Sawyer’s cruiser was equipped with a fully stocked dispensary, and they ate identical plates of balanced greens and proteins, sitting side by side in the small kitchen space.

“Your soup was better,” Iax said, his eyes crinkling.

She agreed, but didn’t say so aloud because sitting next to Iax redirected her focus to his throat and lips, and the way his hands moved. His glinting eyes darkened at her continued perusal, and her body warmed in response.

They found themselves in bed before either of them finished their meals, staying there for hours while they explored each other’s bodies. Wynn acknowledged he might be purposefully distracting her from analyzing data, but didn’t mind in the least. Not when the pleasure he gave her, the intimacy they shared, escalated with each encounter.

They fucked in every part of this ship, in positions she couldn’t have dreamed up on her own.

But whenever her mind cleared, curiosity followed, and she found her feet moving to the main terminal and the data files Iax had downloaded there.

“What more can you tell me of Calypsons?” she asked during their third day of travel. “Can you upload information to the terminal like you did with the lab on Earth?”

He was silent for a long while, and she turned her body to face him. A pucker marred his brow. “I have not downloaded a dataset like I did at the lab. I can not give you continuity that way.”

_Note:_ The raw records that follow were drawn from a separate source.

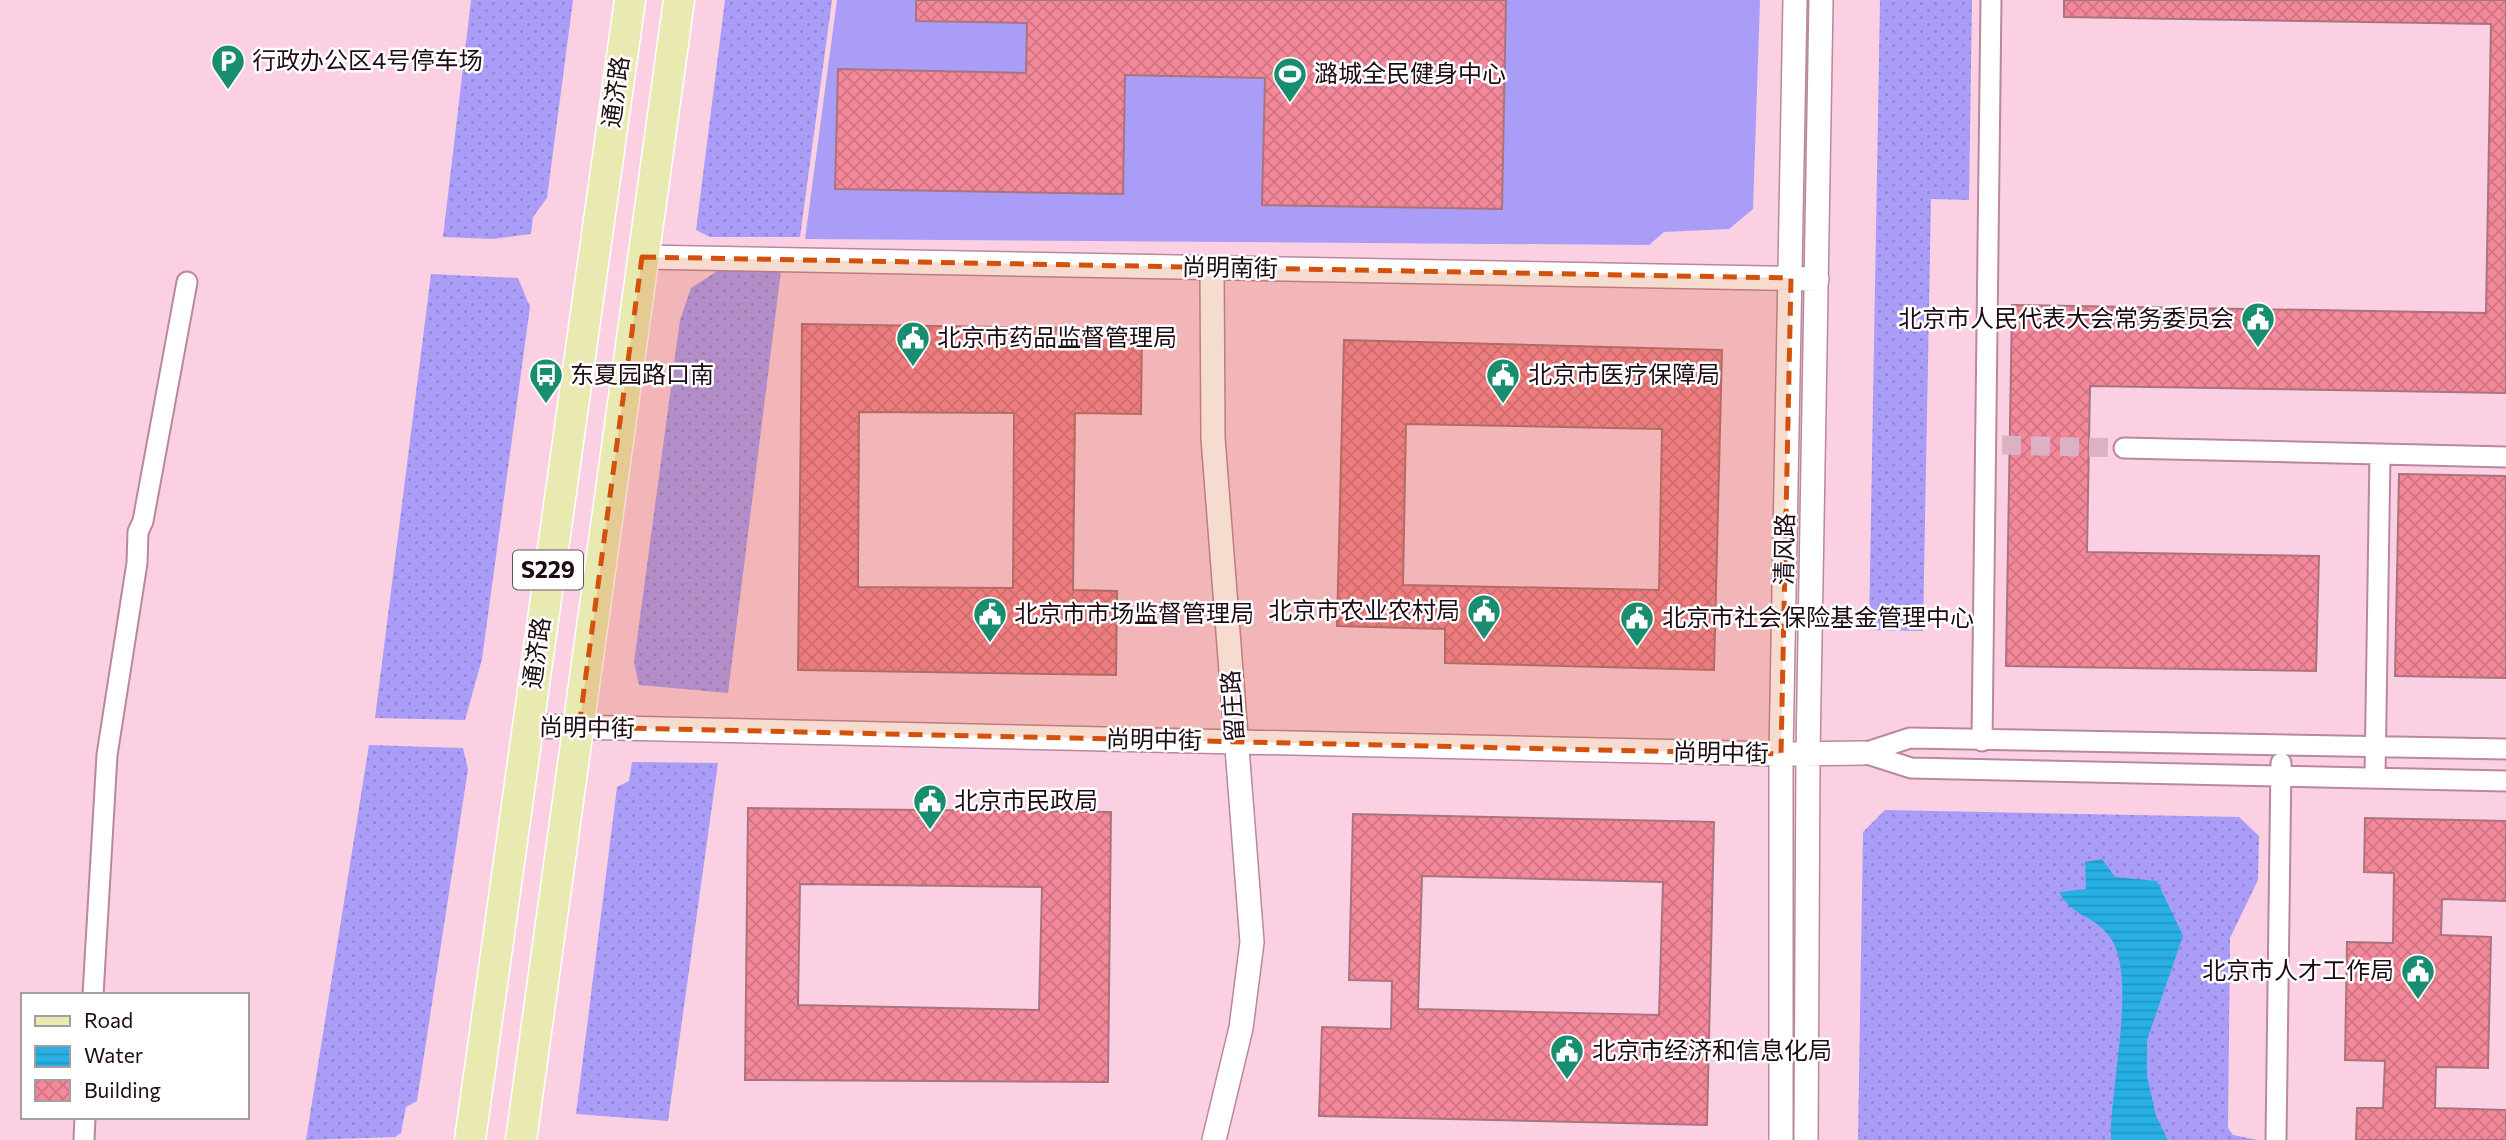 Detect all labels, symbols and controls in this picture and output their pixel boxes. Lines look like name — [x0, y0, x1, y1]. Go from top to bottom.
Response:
parking icon: 行政办公区4号停车场 — [209, 42, 247, 91]
place label: 行政办公区4号停车场 — [252, 45, 482, 74]
street label: 通济路 — [595, 54, 634, 129]
sports icon: 潞城全民健身中心 — [1271, 55, 1309, 104]
place label: 潞城全民健身中心 — [1314, 58, 1506, 87]
street label: 尚明南街 — [1182, 251, 1278, 282]
public building icon: 北京市人民代表大会常务委员会 — [2239, 300, 2277, 349]
place label: 北京市人民代表大会常务委员会 — [1898, 303, 2234, 332]
public building icon: 北京市药品监督管理局 — [894, 319, 932, 368]
place label: 北京市药品监督管理局 — [937, 322, 1177, 351]
bus stop icon: 东夏园路口南 — [527, 356, 565, 405]
public building icon: 北京市医疗保障局 — [1484, 356, 1522, 405]
place label: 东夏园路口南 — [570, 359, 714, 388]
place label: 北京市医疗保障局 — [1528, 359, 1720, 388]
street label: 清风路 — [1768, 513, 1799, 585]
road number: S229 — [513, 550, 583, 590]
public building icon: 北京市农业农村局 — [1465, 592, 1503, 641]
public building icon: 北京市市场监督管理局 — [971, 595, 1009, 644]
place label: 北京市农业农村局 — [1268, 595, 1460, 624]
place label: 北京市市场监督管理局 — [1014, 598, 1254, 627]
public building icon: 北京市社会保险基金管理中心 — [1618, 599, 1656, 648]
place label: 北京市社会保险基金管理中心 — [1662, 602, 1974, 631]
street label: 通济路 — [516, 615, 555, 690]
street label: 留庄路 — [1215, 669, 1248, 743]
street label: 尚明中街 — [539, 711, 635, 742]
street label: 尚明中街 — [1106, 723, 1202, 754]
street label: 尚明中街 — [1673, 736, 1769, 767]
public building icon: 北京市民政局 — [911, 782, 949, 831]
place label: 北京市民政局 — [954, 785, 1098, 814]
public building icon: 北京市人才工作局 — [2399, 952, 2437, 1001]
place label: 北京市人才工作局 — [2202, 955, 2394, 984]
legend — [21, 993, 248, 1119]
text: Road — [84, 1007, 133, 1032]
public building icon: 北京市经济和信息化局 — [1548, 1032, 1586, 1081]
place label: 北京市经济和信息化局 — [1592, 1035, 1832, 1064]
text: Water — [84, 1042, 143, 1067]
text: Building — [84, 1077, 161, 1102]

“But you could give me something else?” She had so many questions, but answering one created three more. “My ocular implant and PALMnever seemed to fit me right. Drugs rarely work too. Is it because I’m Calypson?”

His chin jerked in a small nod. “It aligns with our origins, the discord between human cells and Calypson ones. It is a strain that is never balanced in some individuals.”

A breathless sensation filled her mouth with this new information. “Can you tell me more about your origins?”

He tipped his head, hesitating again. “When we arrive, I will find you the access you require.”

Her stomach swam with sudden nerves. “How far away are we?”

“Not far,” Iax said, tilting his chin at the viewer. “There.”

Wynn looked in the same direction. The stars hadn’t changed, but the longer she stared, the more a slice of color emerged in the center of the viewer.

She straightened, setting her feet more firmly on the ground. The bright patch lengthened, then widened as they neared.The nebula.They were finally here, and she was seeing it with her own eyes. It grew in size with each passing second, and what hadn’t been visible minutes ago, spanned the viewer from edge to edge.

A dry swallow lodged in her throat.

Her sense of time slipped through her fingers as they traveled farther inside. She kept glancing at Iax, waiting for him to look concerned, but his focus didn’t waver as he piloted the ship in his unique way, taking them closer to what hid inside.

Her stomach clenched with unease the deeper they submerged the ship into the gaseous cloud, her nerves telling her this was a mistake. But it was too late now, and she had nowhere else to go.

Finally, after what seemed like hours, the clouds thinned, revealing dark shapes within. She clutched at the armrests, fingernails digging in. Her apprehension turned to confusion as the clouds dissipated into nothing.

What am I looking at?

Her brain couldn’t comprehend it, though it tried. It wasn’t a station or a ship. It wasn’t mechanical or a plant. There was no metal composite, though a majority of the formation was as dark as a Tellusian warship.

It was none of that, but all of it at the same time.

As they neared the structure, the more it baffled her. Thick arms, both transparent and opaque, extended away from a central mass, becoming slenderer as they reached outward toward the gaseous clouds. Bulbous shapes bigger than research stations grew from senseless locations. The organic quality of the construction reminded her of the shirt Iax wore when he first arrived at her outpost.

She turned her head, taking in his placid expression. His calm kept her panic at bay, though her stomach twisted from the sight of this unusual… structure. She refocused on the parts of it that were the closest. Glasslike tubes wove in and out of the darker appendages, then twirled in on themselves. They had to be constructed from transparent aluminum to withstand the pressures of space, but she’d never seen the material used like this.